– Пойдем спать. Что-то срубает, натанцевалась. И ты тоже иди, – сонным голосом пробормотала она, – а то я тебя совсем заболтала.
Повернувшись к стене, Валентина поежилась, поджала под себя ноги, свернулась калачиком и замолчала. Он встал, взял с кресла плед и осторожно укрыл ее. В полусне она что-то пробормотала, поймала его руку и прижала к своей груди.
– Женя, – еле слышно сказала она, – посиди со мной, а? Просто дай руку и посиди! И не бойся, – она повернула к нему лицо и жалко улыбнулась, – на твою честь я не посягну, будь уверен.
– А с чего ты взяла, что я боюсь? Прямо, ей-богу, обидела!
– Да уж, бояться нам нечего. Мы уже в том возрасте, когда почти ничего не боятся, кроме нищеты и страшных болезней. А еще одиночества. Да и то не все, верно?
Он сел на край дивана и подтянул плед ей на плечи. Валентина уткнулась носом ему в ладонь и тихонько, как щенок, заскулила.
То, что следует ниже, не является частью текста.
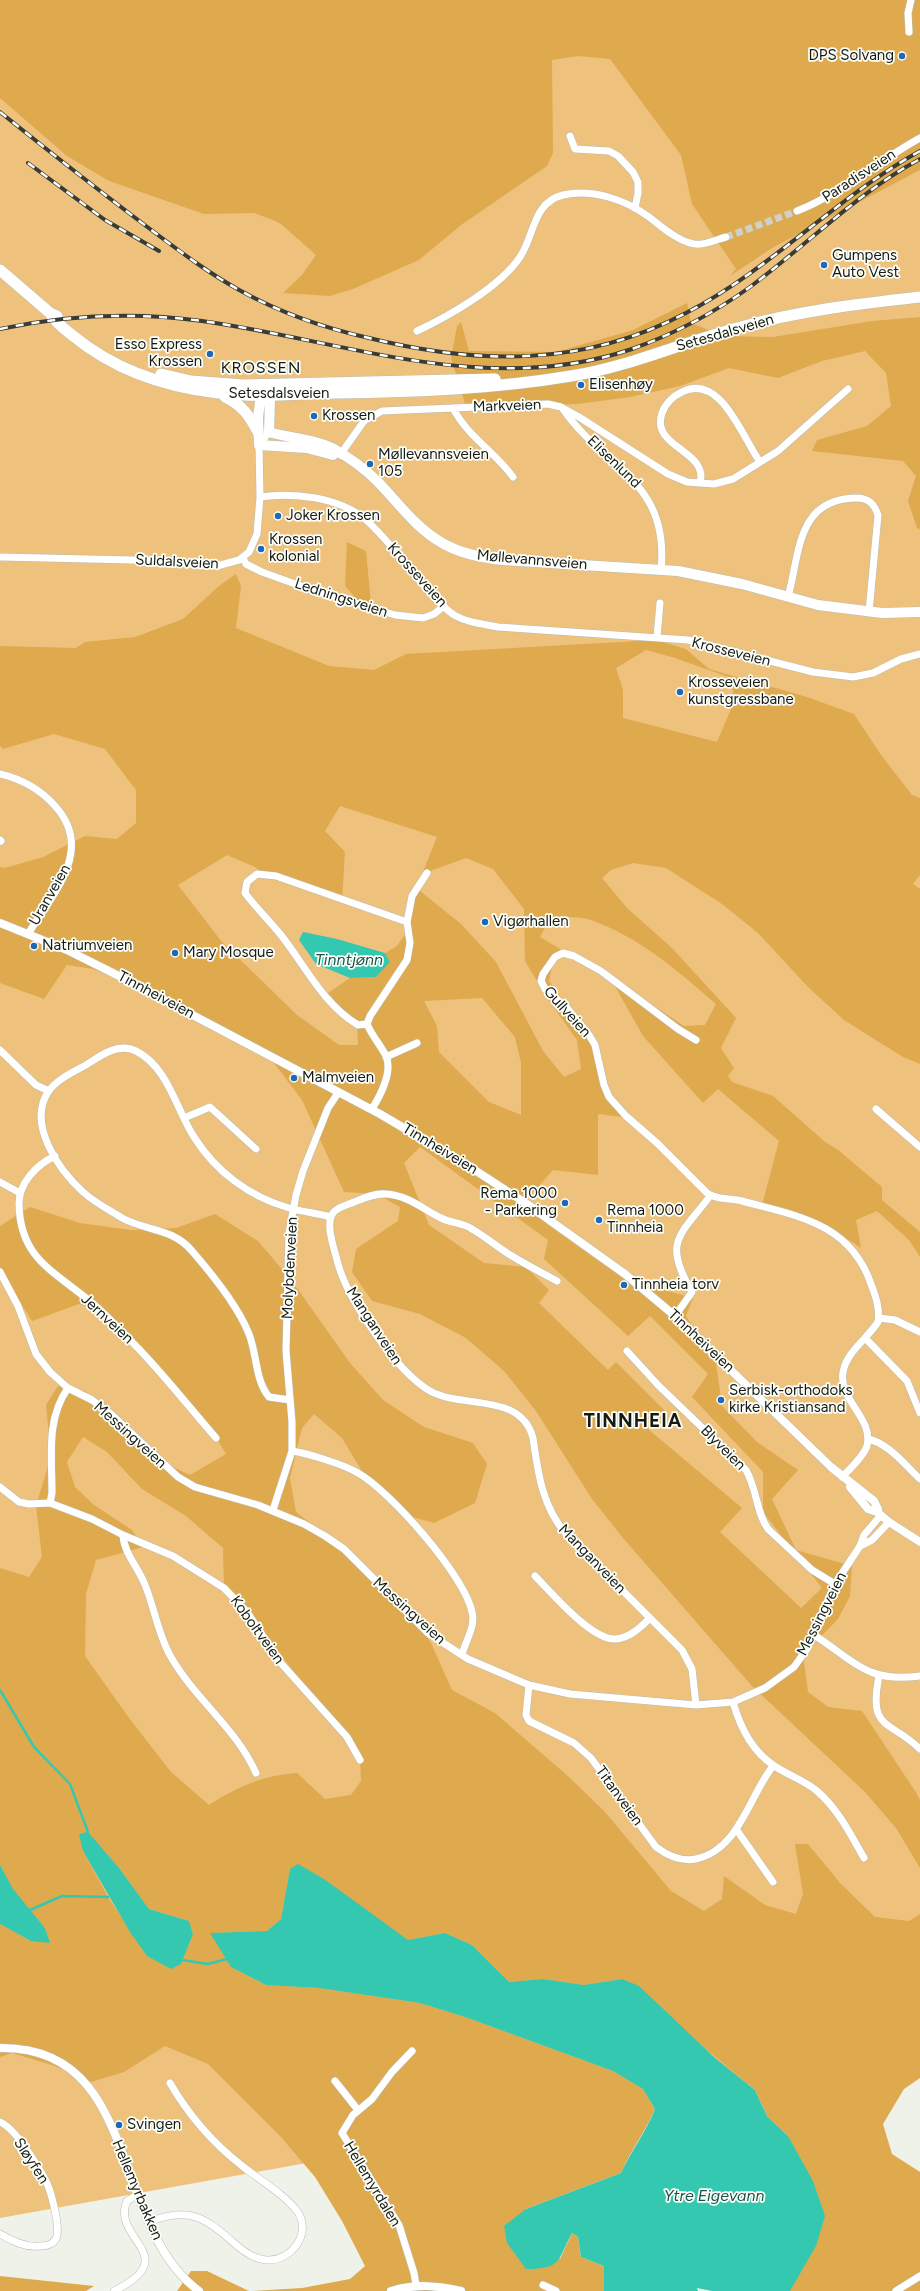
<!DOCTYPE html>
<meta charset="utf-8">
<style>
body{margin:0}
canvas{display:block;background:#eef2e9}
</style>
<canvas width="920" height="2291"></canvas>
<script>
const ctx = document.querySelector('canvas').getContext('2d');
ctx.lineJoin = 'round';
function fillPath(path, color) { ctx.fillStyle = color; ctx.fill(path, 'evenodd'); }
function stroke(path, color, width, dash) { ctx.strokeStyle = color; ctx.lineWidth = width; ctx.lineCap = dash ? 'butt' : 'round'; ctx.setLineDash(dash || []); ctx.stroke(path); }
function label(font, color, halo, rows, align = 'center') {
  ctx.font = font + ' Figtree,sans-serif'; ctx.lineWidth = 3.5; ctx.setLineDash([]); ctx.textBaseline = 'middle'; ctx.strokeStyle = halo; ctx.fillStyle = color; for (const [text, x, y, turn = 0] of rows) {
    ctx.save(); ctx.translate(x, y); ctx.rotate((+turn || 0) * Math.PI / 180); ctx.textAlign = isNaN(turn) ? turn : align; if (halo) ctx.strokeText(text, 0, 0); ctx.fillText(text, 0, 0); ctx.restore();
  }
}
fillPath(new Path2D(`
 M0,0H920V2053L0,2218Z`), '#eec27d');
fillPath(new Path2D(`
 M0,0H920V170L772,248L730,276L736,269L692,204L681,155L610,59L578,56L552,60L553,153L547,166L461,225L419,260L353,289L330,296L283,293L302,275L316,255L281,224L273,220L254,213L204,214L109,181L67,156L0,98Z
 M687,303L691,323L724,336L773,337L872,321L920,317V529L917,528L908,501L916,476L903,461L812,451L817,440L867,426L891,406L886,373L865,351L822,361L778,378L729,368L680,386L630,397L578,404L466,407L451,358L457,326L461,322L469,351L556,352L633,330Z
 M347,542L366,551L371,604L359,602L345,586Z
 M236,574L241,586L236,628L329,666L374,670L406,654L656,640L686,649L709,669L807,697L854,714L881,755L912,795L920,798V875L913,884L920,889V1064L903,1057L844,1020L808,987L758,933L722,904L666,868L633,863L611,870L602,878L627,908L672,948L736,1018L721,1048L734,1068L728,1076L732,1082L773,1096L824,1141L838,1150L882,1187V1200L920,1232V1257L909,1240L877,1211L856,1220L861,1248L835,1231L762,1205L779,1141L718,1089L703,1103L643,1036L607,972L614,979L684,1026L705,1025L716,1004C678,971 639,937 591,920C580,916 563,917 551,917L540,937L562,950L553,963L549,981L598,1047L605,1082L622,1117L598,1114V1175L553,1170L527,1199L548,1225L624,1279L693,1298L686,1316L700,1339L723,1359L716,1363L722,1406L757,1442L798,1470L772,1499L796,1550L852,1566L850,1596L838,1619L803,1655L808,1692L828,1707L862,1711L917,1794L920,1800V1868L896,1828L865,1792L752,1686L623,1538L592,1499L536,1411L504,1371L466,1338L420,1314L372,1301L352,1272L356,1249L398,1221L400,1207L377,1194L344,1192L302,1100L274,1063L231,1034L141,988L93,969L67,965L44,999L0,983V867L5,868L43,857L85,836L117,839L136,823V790L105,749L54,734L3,749L0,746V646L76,648L85,642L135,637L183,619L219,586ZM646,650L675,658L734,679L731,709L717,742L623,718V690L616,668ZM340,806L437,837L422,874L466,858L493,869L524,909L525,961L547,998L577,1040L581,1069L564,1077L543,1051L496,962L461,924L420,891L419,880L410,903L411,926L397,946L385,953L390,962L376,977L350,978L328,993L357,1025L358,1045H339L297,1015L222,942L178,885L227,855L255,867L268,879L301,884L342,899L345,852L325,831ZM482,998L515,1037L521,1063V1115L489,1102L439,1052L437,1026L424,1001ZM420,1147L548,1240L544,1259L628,1336L650,1316L708,1374L692,1397L763,1472V1512L822,1588L801,1608L720,1532L742,1508L648,1429L666,1412L616,1362L608,1370L539,1303L549,1290L526,1267L484,1263L429,1225L404,1163Z
 M30,1207L80,1223L131,1230L176,1228L215,1214L258,1241L292,1281L350,1363L383,1400L424,1427L473,1443L487,1464L475,1503L434,1523L409,1516L369,1483L342,1438L314,1414L302,1428L290,1478L296,1512L335,1542L407,1608L431,1643L452,1690L495,1713L569,1777L605,1812L671,1891L704,1911L722,1899L724,1876L765,1905L796,1914L803,1894L795,1844H808L840,1883L875,1917L909,1921L920,1914V2078L904,2089L883,2124L892,2154L920,2172V2291H790L788,2136L767,2116L755,2090L622,1979L584,1985L543,1979L509,1982L472,1945L445,1933L408,1940L366,1911L290,1869L281,1919L267,1931L211,1933L231,1967L266,1985L319,1988L420,2003L468,2018L613,2071L643,2089L655,2109C645,2132 631,2150 621,2173L526,2209L560,2259L572,2233L578,2237L581,2257L604,2266V2291H252L302,2288L350,2279L365,2266L342,2221L315,2177L281,2137L208,2064L165,2046L124,2072L91,2082L55,2066L12,2053L0,2057V1924L31,1941L45,1928L12,1889L0,1865V1568L29,1577L42,1557L36,1506L51,1456L46,1405L58,1386L85,1391L158,1460L190,1475L226,1454L205,1419L171,1382L99,1311L79,1304L32,1321L5,1278L0,1266V1226ZM83,1437L107,1452L142,1489L186,1516L223,1548L224,1588L263,1632L360,1757L361,1781L351,1795L325,1799L297,1773C264,1775 237,1787 209,1805L171,1772L129,1718L85,1656L86,1594L96,1560L143,1547L132,1530L94,1505L75,1487L67,1462ZM88,1833L119,1868L149,1909L189,1921L193,1934L181,1964L147,1956L108,1897L83,1851Z
 M191,2271H207L249,2291H177Z
 M0,2276L94,2286L86,2291H0Z`), '#dfa94d');
fillPath(new Path2D(`
 M303,932L337,939L385,953L390,962L376,977L350,978L316,964L299,940Z
 M88,1832L119,1868L149,1909L189,1921L193,1934L181,1964L171,1969L147,1956L130,1932L83,1851L79,1834Z
 M298,1864L324,1879L408,1940L445,1933L472,1945L509,1982L543,1979L584,1985L622,1979L639,1986L715,2058L755,2090L767,2116L788,2136L813,2181L825,2216L816,2246L790,2291H712L697,2288L698,2291H604V2266L581,2257L578,2237L572,2233C557,2261 562,2269 526,2269L507,2243L504,2226L526,2209L621,2173C631,2151 646,2132 655,2109L643,2089L613,2071L468,2018L420,2003L319,1988L266,1985L231,1967L210,1933L267,1931L281,1919L290,1869Z
 M0,1865L13,1889L45,1928L50,1943L31,1941L0,1924Z`), '#34c8b0');
stroke(new Path2D(`
 M0,1690L34,1747L70,1784L88,1832
 M30,1910L62,1896L108,1897
 M182,1960L208,1964L227,1959`), '#34c8b0', 2.5);
stroke(new Path2D(`
 M726,237L797,211`), '#ced1c9', 7, [7, 3.5]);
const minor = new Path2D(`
 M909,32L908,13L911,0
 M570,136L575,149L609,151L618,156L633,172L638,182V193L635,208
 M797,211C842,193 878,161 920,138
 M417,331C449,316 500,287 520,257C535,235 532,203 563,195C592,188 626,200 649,217C661,226 675,239 690,243C701,247 715,240 726,237
 M453,408C467,436 495,452 513,477
 M563,409C604,469 670,480 661,570
 M340,455L364,421L382,411L548,404L561,407L579,417L668,474L687,482L714,484L733,479L778,451L848,389
 M700,483C709,450 650,448 662,413C665,404 673,396 682,392C721,372 743,439 760,462
 M260,497C293,492 338,497 365,519C382,534 397,553 412,571C424,586 438,604 454,615C468,623 483,624 498,627L688,640L813,672L853,677L873,673L901,659L920,654
 M0,557L133,560L217,566L239,560L249,552L257,534L260,497L259,445L269,432
 M243,558L246,564L262,572L312,590L395,615L423,618L434,614L444,606
 M788,597C800,554 796,499 856,498C868,498 874,503 878,515L869,612
 M657,637L660,603
 M0,774C21,779 40,789 55,806C95,850 53,893 28,934
 M0,840L1,841
 M367,1024L358,1025C323,1004 306,967 281,935C270,921 256,908 245,893L247,882L257,874L276,876L407,922
 M696,1040L678,1029L601,971L574,956L563,953L555,957L543,974L541,981L545,989L567,1008L589,1035L595,1045L604,1085L609,1097L626,1116L657,1143L707,1193C716,1200 731,1198 742,1201C797,1216 850,1223 871,1284C876,1297 880,1309 878,1322C867,1339 847,1351 843,1372C838,1400 874,1418 867,1446C863,1457 850,1469 842,1477
 M0,1050L36,1085L49,1091
 M386,1057L417,1043
 M372,1109C380,1096 393,1072 386,1056C380,1044 372,1036 367,1024L370,1016L407,960L410,943L407,922L412,896L427,873
 M876,1109L920,1147
 M184,1118L210,1107L256,1149
 M55,1156C36,1165 19,1183 19,1204C20,1256 50,1269 86,1298C103,1311 117,1327 132,1342C162,1372 188,1406 216,1438
 M0,1182L20,1193
 M0,1272L18,1306L36,1354L50,1372L68,1388L92,1400L111,1414L178,1477L195,1487L258,1505L304,1524L325,1536L344,1549L428,1633L468,1659L529,1685L570,1694L696,1705L733,1702L765,1688L794,1667L807,1649L835,1584L860,1546L864,1535L881,1515
 M557,1281C540,1272 523,1263 507,1253C495,1245 484,1236 472,1229C463,1223 451,1223 441,1218C423,1209 407,1195 386,1194C375,1193 364,1198 354,1202C348,1205 337,1207 333,1213C325,1224 334,1248 337,1260C346,1298 396,1371 430,1391C462,1409 521,1392 533,1438C538,1473 542,1506 566,1534L682,1650L692,1669L696,1705
 M675,1316L692,1292C662,1241 680,1236 710,1196
 M879,1318L895,1320L920,1332
 M865,1338L907,1381L920,1413
 M627,1351L658,1385L746,1470C757,1489 756,1512 768,1529L812,1570L835,1584
 M290,1400L269,1397C255,1380 257,1354 249,1334C238,1306 212,1274 192,1251C173,1228 146,1231 122,1218C109,1210 94,1202 83,1192C59,1170 27,1125 48,1092C56,1080 73,1072 86,1065C100,1056 118,1042 136,1051C168,1067 176,1109 194,1137C216,1172 250,1197 289,1208C303,1212 317,1213 331,1217
 M868,1439C888,1443 905,1465 920,1479
 M292,1451V1422L286,1351L289,1233L296,1195L303,1171L328,1108L338,1093
 M0,1487L19,1502L29,1504L50,1503L92,1519L123,1535L173,1556L224,1588L247,1612L279,1661L347,1737L360,1760
 M50,1503L52,1493C52,1456 46,1419 68,1388
 M273,1510L292,1451C307,1453 345,1465 358,1473C390,1491 465,1576 472,1612C476,1627 465,1641 462,1655
 M123,1535C124,1554 139,1568 145,1585C155,1609 158,1635 171,1657C195,1699 236,1728 256,1773
 M860,1546L872,1540L889,1522
 M535,1576C552,1593 592,1641 616,1639C629,1638 640,1628 649,1619
 M814,1635C855,1661 866,1683 920,1676
 M879,1676C868,1731 889,1719 920,1749
 M529,1685L526,1715L529,1721L574,1743L591,1758L656,1847C668,1856 681,1862 696,1859C739,1850 749,1796 773,1766
 M733,1702C740,1727 751,1750 773,1765C787,1775 804,1780 817,1791C838,1809 851,1835 864,1858
 M736,1829L773,1882
 M412,2051L392,2072L372,2099L353,2115L342,2133L399,2225L414,2273L416,2285
 M335,2081L358,2110
 M0,2122C15,2128 37,2165 45,2179C51,2190 61,2228 56,2239C53,2244 46,2246 40,2246C26,2248 12,2241 0,2234
 M149,2222C188,2206 205,2217 235,2244C244,2252 254,2259 266,2260C291,2262 313,2233 297,2211C282,2192 259,2180 241,2165C213,2143 188,2114 170,2083
 M543,2285L556,2291
 M114,2291C185,2256 110,2239 127,2201L137,2195
 M896,2291L920,2276`);
const tertiary = new Path2D(`
 M0,923L67,950L113,973L380,1114L470,1167L527,1204L625,1274L675,1316L831,1467L874,1501L878,1509L877,1512
 M850,1487L868,1509L877,1512L889,1522L920,1542
 M0,2048C142,2046 109,2225 199,2291
 M391,2291C415,2284 436,2285 461,2291`);
const secondary = new Path2D(`
 M262,388L258,417L259,445L307,448L333,455
 M266,389L270,399L269,432C289,438 315,439 334,449C348,457 364,468 376,480C398,502 416,529 444,544C462,554 483,558 503,560L678,571L742,584L818,605L882,613L920,612`);
const trunk = new Path2D(`
 M0,270L50,313L57,316
 M50,313C55,322 64,329 72,335C113,369 165,387 218,393C256,398 297,394 336,393C414,392 493,389 571,376C628,367 681,343 737,328C797,311 858,304 920,297
 M161,374L191,381L243,385L495,379
 M225,397C242,405 249,415 258,432`);
stroke(minor, '#b8bdb4', 8);
stroke(tertiary, '#b8bdb4', 9);
stroke(secondary, '#b8bdb4', 11);
stroke(trunk, '#b8bdb4', 12);
stroke(minor, '#fff', 7);
stroke(tertiary, '#fff', 8);
stroke(secondary, '#fff', 10);
stroke(trunk, '#fff', 11);
const rail = new Path2D(`
 M0,112C51,153 102,193 154,232C182,253 210,274 241,291C281,313 324,328 369,338C478,365 584,367 686,313C771,269 837,197 920,151
 M28,163L105,220L159,251
 M0,329C66,315 135,312 202,321C346,341 487,398 632,349C674,334 714,313 750,287C807,245 857,193 920,159`);
stroke(rail, '#393b36', 4);
stroke(rail, '#fcfff9', 2.5, [8]);
for (const [x, y, r, color] of [
 [902,56,4,"#1f67b7"],
 [824,265,4,"#1f67b7"],
 [210,354,4,"#1f67b7"],
 [581,385,4,"#1f67b7"],
 [314,416,4,"#1f67b7"],
 [370,464,4,"#1f67b7"],
 [278,516,4,"#1f67b7"],
 [261,549,4,"#1f67b7"],
 [680,692,4,"#1f67b7"],
 [485,922,4,"#1f67b7"],
 [34,946,4,"#1f67b7"],
 [175,953,4,"#1f67b7"],
 [294,1078,4,"#1f67b7"],
 [565,1203,4,"#1f67b7"],
 [599,1220,4,"#1f67b7"],
 [624,1285,4,"#1f67b7"],
 [721,1400,4,"#1f67b7"],
 [119,2125,4,"#1f67b7"]
]) { const dot = new Path2D(); dot.arc(x, y, r, 0, 2 * Math.PI); ctx.fillStyle = color; ctx.fill(dot); stroke(dot, '#fcfff9', 1.5); }
label('15px', '#171915', '#fcfff9', [
 ["DPS Solvang",894,56,"right"],
 ["Gumpens",832,256],
 ["Auto Vest",832,273],
 ["Esso Express",202,345,"right"],
 ["Krossen",202,362,"right"],
 ["Elisenhøy",589,385],
 ["Krossen",322,416],
 ["Møllevannsveien",378,455],
 ["105",378,472],
 ["Joker Krossen",286,516],
 ["Krossen",269,540],
 ["kolonial",269,557],
 ["Krosseveien",688,683],
 ["kunstgressbane",688,700],
 ["Vigørhallen",493,922],
 ["Natriumveien",42,946],
 ["Mary Mosque",183,953],
 ["Malmveien",302,1078],
 ["Rema 1000",557,1194,"right"],
 ["- Parkering",557,1211,"right"],
 ["Rema 1000",607,1211],
 ["Tinnheia",607,1228],
 ["Tinnheia torv",632,1285],
 ["Serbisk-orthodoks",729,1391],
 ["kirke Kristiansand",729,1408],
 ["Svingen",127,2125]
], 'left');
label('15px', '#171915', '#fcfff9', [
 ["Paradisveien",859,176,-33],
 ["Setesdalsveien",725,333,-16],
 ["Setesdalsveien",279,394],
 ["Markveien",507,406,-2],
 ["Elisenlund",614,462,44],
 ["Møllevannsveien",532,560,5],
 ["Suldalsveien",177,562,3],
 ["Krosseveien",417,575,48],
 ["Ledningsveien",341,598,18],
 ["Krosseveien",731,652,14],
 ["Uranveien",50,895,-60],
 ["Tinnheiveien",156,995,28],
 ["Gullveien",567,1012,48],
 ["Tinnheiveien",440,1149,31],
 ["Molybdenveien",290,1268,-87],
 ["Jernveien",107,1319,43],
 ["Manganveien",374,1326,57],
 ["Tinnheiveien",701,1341,43],
 ["Messingveien",130,1435,42],
 ["Blyveien",723,1448,45],
 ["Manganveien",592,1559,46],
 ["Messingveien",409,1611,42],
 ["Messingveien",822,1614,-63],
 ["Koboltveien",257,1630,54],
 ["Titanveien",619,1796,54],
 ["Sløyfen",31,2161,57],
 ["Hellemyrdalen",372,2184,59],
 ["Hellemyrbakken",137,2190,67]
]);
ctx.letterSpacing = '1px';
label('16px', '#171915', '#fcfff9', [
 ["KROSSEN",261,368]
]);
ctx.letterSpacing = '0px';
label('italic 16px', '#185248', '#fcfff9', [
 ["Tinntjønn",349,960],
 ["Ytre Eigevann",714,2196]
]);
ctx.letterSpacing = '1px';
label('bold 19px', '#171915', '#fcfff9', [
 ["TINNHEIA",633,1421]
]);
ctx.letterSpacing = '0px';
</script>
Он гладил ее по голове, как своего ребенка, как младшую сестру, как гладил когда-то маленькую обиженную дочь, не замечая, как слезы катятся и у него самого.
Он гладил ее и бормотал какую-то чушь, какие-то «успокайки», как говорила маленькая Катька, рассказывал ей смешные байки, даже вставил парочку анекдотов, дурацких, глупых и древних, из тех, что пришли в голову.
Она то успокаивалась и тихо всхлипывала, то снова начинала реветь и скулить, вспоминала какие-то отрывки из их жизни, его мать, своих стариков, бурно каялась, что в молодости, далекой и безнадежно глупой, была много раз не права и даже жестока.
Он возражал ей, говорил, что она была замечательной дочерью и прекрасной невесткой, говорил, что никогда, до самой смерти, не забудет ее поездки в Подольск и ее отношение к его матери, твердил, что она умница, чудесный и честный человек, почти святой.
Она всхлипывала, не соглашалась, обрывала его, вспоминала Витю, своего второго мужа и его давнего приятеля, шепотом призналась, что никогда не любила того, просто устроила свою жизнь, когда Свиридов ее оставил, а потом всю жизнь мучилась угрызениями совести, потому что Витя, именно Витя, а не она, был святым, чистым и светлым.
А она, дрянь и гадина, еще умудрялась ему изменять! А Катьку, между прочим, он любил, как не любят родных детей. Вспоминала, как он упрашивал, даже молил ее об общем ребенке, а она только отмахивалась, потому что ей было страшно это представить.
Она говорила и говорила, говорила то, чего точно не стоило, что должно было остаться за семью печатями. Свиридову было неловко, и он ее останавливал.